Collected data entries
***

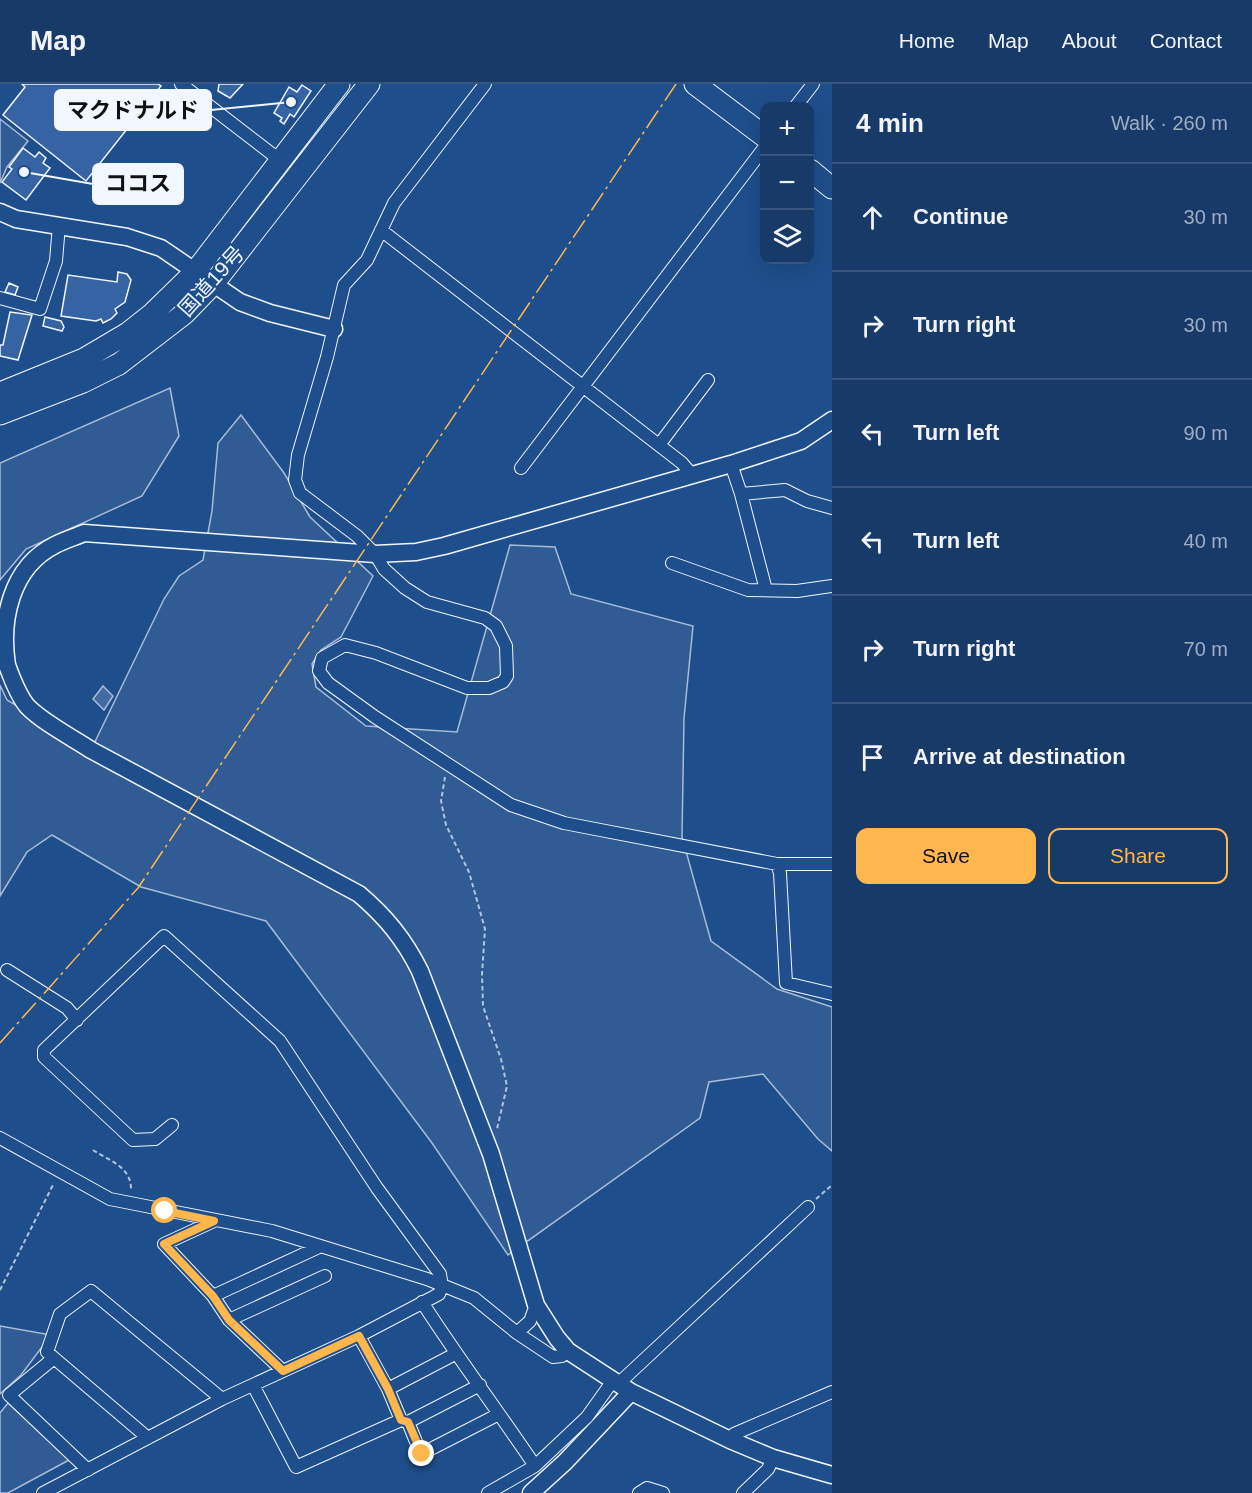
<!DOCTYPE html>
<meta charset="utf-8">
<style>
:root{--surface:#173a69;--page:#244571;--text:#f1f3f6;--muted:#9eadc0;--line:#36547d;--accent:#ffb74d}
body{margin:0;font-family:Helvetica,"Noto Sans JP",sans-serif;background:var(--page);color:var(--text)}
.controls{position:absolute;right:18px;top:18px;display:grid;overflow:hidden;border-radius:12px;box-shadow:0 6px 24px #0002}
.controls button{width:54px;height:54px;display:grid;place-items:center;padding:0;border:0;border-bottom:2px solid var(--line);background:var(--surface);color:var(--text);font:30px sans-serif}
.stop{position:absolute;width:18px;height:18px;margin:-14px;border:4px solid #ffb74d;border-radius:50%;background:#fff}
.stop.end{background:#ffb74d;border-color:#fff;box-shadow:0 2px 6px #0008}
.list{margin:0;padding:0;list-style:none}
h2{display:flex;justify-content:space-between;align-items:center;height:78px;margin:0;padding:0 24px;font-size:26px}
h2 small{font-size:20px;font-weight:400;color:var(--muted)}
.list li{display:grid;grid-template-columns:39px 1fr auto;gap:18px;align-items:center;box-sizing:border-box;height:108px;padding:0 24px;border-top:2px solid var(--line)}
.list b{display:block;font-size:22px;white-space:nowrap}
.list em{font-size:20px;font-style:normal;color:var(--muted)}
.actions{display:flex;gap:12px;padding:18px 24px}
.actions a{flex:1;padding:14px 0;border:2px solid var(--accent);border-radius:12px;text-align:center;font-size:21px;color:var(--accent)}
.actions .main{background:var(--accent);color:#111}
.icon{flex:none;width:33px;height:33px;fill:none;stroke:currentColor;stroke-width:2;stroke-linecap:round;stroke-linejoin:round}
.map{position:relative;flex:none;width:832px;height:1409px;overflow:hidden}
header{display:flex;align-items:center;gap:36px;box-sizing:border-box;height:84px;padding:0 30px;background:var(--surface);border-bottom:2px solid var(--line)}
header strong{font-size:28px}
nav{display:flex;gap:33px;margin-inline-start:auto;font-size:21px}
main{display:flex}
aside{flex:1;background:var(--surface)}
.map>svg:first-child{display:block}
.built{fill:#305b95;stroke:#a8bbd7;stroke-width:1.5}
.water{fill:#446ba0;stroke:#a8bbd7;stroke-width:1.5}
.building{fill:#3563a3;stroke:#f2f6ff;stroke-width:1.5}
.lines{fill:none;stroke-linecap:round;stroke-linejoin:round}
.street-casing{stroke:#f2f6ff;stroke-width:14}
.secondary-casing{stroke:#f2f6ff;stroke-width:19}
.highway-casing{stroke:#f2f6ff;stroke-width:23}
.path{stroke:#b3c4dc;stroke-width:2;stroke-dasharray:4.5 3;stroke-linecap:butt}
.street{stroke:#1f4e8c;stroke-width:12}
.secondary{stroke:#1f4e8c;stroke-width:16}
.highway{stroke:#1f4e8c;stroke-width:21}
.power{stroke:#ffb74d;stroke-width:1.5;stroke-dasharray:21 4.5 3 4.5;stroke-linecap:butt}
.route{stroke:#ffb74d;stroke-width:8}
.labels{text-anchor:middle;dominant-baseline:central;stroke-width:4.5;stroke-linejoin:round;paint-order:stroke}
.street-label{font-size:21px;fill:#f2f6ff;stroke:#1f4e8c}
.leader{fill:none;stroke:#f2f6ff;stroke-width:2}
.callout-dot{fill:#f2f6ff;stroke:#1f4e8c;stroke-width:2}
.callout{fill:#f2f6ff;stroke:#f2f6ff;stroke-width:2}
.callout-label{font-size:22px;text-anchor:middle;font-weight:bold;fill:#111}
</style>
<header>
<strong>Map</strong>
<nav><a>Home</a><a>Map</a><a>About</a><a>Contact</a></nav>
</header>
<main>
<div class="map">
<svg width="832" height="1409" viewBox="0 0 832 1409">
<rect width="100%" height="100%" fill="#1f4e8c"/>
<!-- built -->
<path class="built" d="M0 35 28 57 7 83 0 99Z
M170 304 179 352 142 412 26 465 0 496V379Z
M241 331 284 389 310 433 373 492 341 553 321 566 312 580 316 603 366 642 457 648 510 461 555 463 571 510 693 542 684 634 682 753 711 857 777 905 832 923V1067L818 1055 763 990 709 998 700 1034 508 1171 432 1059 266 837 141 803 52 751 27 768 0 812V601L7 616 91 666 164 515 179 492 203 476 212 427 218 359Z
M0 1242 51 1251 21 1291 0 1310Z
M8 1319 69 1376 8 1409H0V1329Z"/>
<!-- water -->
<path class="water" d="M103 602 113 612 104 626 93 615Z"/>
<!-- building -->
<path class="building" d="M22 0H158L161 2 86 97 3 31 25 3Z
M219 0H243L230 14 218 7Z
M302 1 311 7 294 33 290 30 284 40 280 37 282 34 274 29 289 3 297 8Z
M23 64 35 73 39 68 46 74 43 79 50 84 26 116 2 98 12 85 9 83Z
M118 188 127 190 131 196 125 218 115 225 117 229 111 235 103 239 101 235 96 237 61 232 68 191 117 198Z
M9 199 18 203 15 211 5 208Z
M10 228 32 231 18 276 0 272V261H3Z
M45 233 61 237 64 243 62 247 43 242Z"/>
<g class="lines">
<defs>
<path id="street" d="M181 0 281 77
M485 0 394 119 367 176 344 201 327 273 298 371 295 396 300 409 357 452 375 470 384 485 405 504 427 518 485 534 496 542 506 562 507 592 503 598 489 604H467L376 569 345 561 322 574 319 587 328 599 375 633 511 721 564 739 777 780H832
M796 22 813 0
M381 146 682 379 692 391
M0 214 40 225 56 177 59 141
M659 361 708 296
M731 380 741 410 766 506
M521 384 764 64
M741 410 785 406 807 417 832 424
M672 479 748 506 797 507 832 502
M777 780 780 789 786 899 832 910
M7 886 67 924 77 936
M0 1054 110 1115 272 1147 427 1195 474 1214 517 1249 553 1273 562 1272 568 1267
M214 1137 164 1160 213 1212 229 1236 283 1287
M213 1212 319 1163
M422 1218C458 1274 498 1327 535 1382L587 1333 612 1298
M229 1236 325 1192
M517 1249 530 1237 536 1221
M359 1252 388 1305 401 1336 408 1338 421 1370 499 1330
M54 1274 148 1354
M253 1301 296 1383 401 1336
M617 1301 808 1123
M388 1305 455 1270
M408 1338 480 1301
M730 1356 734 1350 832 1308
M88 1386 9 1311 54 1274 47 1268 60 1230 91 1207 222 1315
M43 1409 222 1315 359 1252 439 1210 442 1203 440 1190 377 1104 280 957 164 852 44 966V973L133 1056 155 1055 172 1041
M488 1409 535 1382
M639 1409 647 1404 663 1409
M743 1409 768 1385 773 1374"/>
<path id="secondary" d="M0 128 16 135 127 153 161 164 240 218 270 229 334 245
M832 336 801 357 731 380 444 462 416 468 375 470 84 449C75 453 64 456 55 461 11 483 0 536 7 581 12 595 18 611 27 622 42 638 73 654 91 666L359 810C386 833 404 855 420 887L491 1070 536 1221 557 1254 568 1267 631 1308 730 1356 773 1374 832 1391
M531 1409 565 1378 631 1308"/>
<path id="highway" d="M695 0 764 52
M810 86 832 104
M0 309 84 275 128 249 152 230 195 188 339 0
M0 330 83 298 119 280 184 230 214 199 369 0"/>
</defs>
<!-- street casing -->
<use href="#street" class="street-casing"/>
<!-- secondary casing -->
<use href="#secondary" class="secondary-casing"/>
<!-- highway casing -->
<use href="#highway" class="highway-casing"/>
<!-- path -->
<path class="path" d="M445 693 441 717 446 741 469 788 485 845 482 890 483 922 501 975 507 1002 497 1045
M93 1066C110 1077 132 1083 131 1107
M816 1115 832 1101
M0 1206 54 1099"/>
<!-- street -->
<use href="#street" class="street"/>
<!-- secondary -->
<use href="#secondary" class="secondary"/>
<!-- highway -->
<use href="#highway" class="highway"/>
<!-- power -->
<path class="power" d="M0 959 138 804 676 0"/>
</g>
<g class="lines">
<!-- route -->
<path class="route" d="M165 1127 214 1137 164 1160 213 1212 229 1236 283 1287 359 1252 388 1305 401 1336 408 1338 422 1370"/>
</g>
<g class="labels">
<!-- street labels -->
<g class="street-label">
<text transform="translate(211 197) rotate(-48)">国道19号</text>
</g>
</g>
<!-- callouts -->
<path class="leader" d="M291 18L211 26M24 88L93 100"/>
<g class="callout-dot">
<circle cx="291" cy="18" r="6"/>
<circle cx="24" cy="88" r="6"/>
</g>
<g class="callout">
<rect x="55" y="6" width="156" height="40" rx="6"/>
<rect x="93" y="80" width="90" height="40" rx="6"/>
</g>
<g class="callout-label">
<text x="133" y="34">マクドナルド</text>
<text x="138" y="107">ココス</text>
</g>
</svg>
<div class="controls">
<button>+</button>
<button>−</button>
<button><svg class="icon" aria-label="layers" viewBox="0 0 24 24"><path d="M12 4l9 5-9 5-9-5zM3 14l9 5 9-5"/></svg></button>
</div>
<div class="stop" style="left:165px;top:1127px"></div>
<div class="stop end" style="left:422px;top:1370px"></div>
</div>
<aside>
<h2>4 min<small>Walk · 260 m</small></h2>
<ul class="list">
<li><svg class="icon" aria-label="ahead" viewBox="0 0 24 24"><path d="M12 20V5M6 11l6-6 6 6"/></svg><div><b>Continue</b></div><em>30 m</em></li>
<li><svg class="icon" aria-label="right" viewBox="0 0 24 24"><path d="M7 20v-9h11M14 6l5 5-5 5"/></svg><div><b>Turn right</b></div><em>30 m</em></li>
<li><svg class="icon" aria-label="left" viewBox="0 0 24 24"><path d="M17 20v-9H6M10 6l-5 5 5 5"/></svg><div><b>Turn left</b></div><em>90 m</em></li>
<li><svg class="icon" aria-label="left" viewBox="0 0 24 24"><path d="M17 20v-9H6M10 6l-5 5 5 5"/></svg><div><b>Turn left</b></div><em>40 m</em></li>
<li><svg class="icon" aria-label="right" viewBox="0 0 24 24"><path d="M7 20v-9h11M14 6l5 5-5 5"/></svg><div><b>Turn right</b></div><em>70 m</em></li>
<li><svg class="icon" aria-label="arrive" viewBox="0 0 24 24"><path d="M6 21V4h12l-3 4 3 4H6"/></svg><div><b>Arrive at destination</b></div></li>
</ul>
<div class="actions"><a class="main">Save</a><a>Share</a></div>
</aside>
</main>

***

■ What is needed:
Each line in the entries above that includes the string "absolute" should be extracted.

■ Solution below:
.controls{position:absolute;right:18px;top:18px;display:grid;overflow:hidden;border-radius:12px;box-shadow:0 6px 24px #0002}
.stop{position:absolute;width:18px;height:18px;margin:-14px;border:4px solid #ffb74d;border-radius:50%;background:#fff}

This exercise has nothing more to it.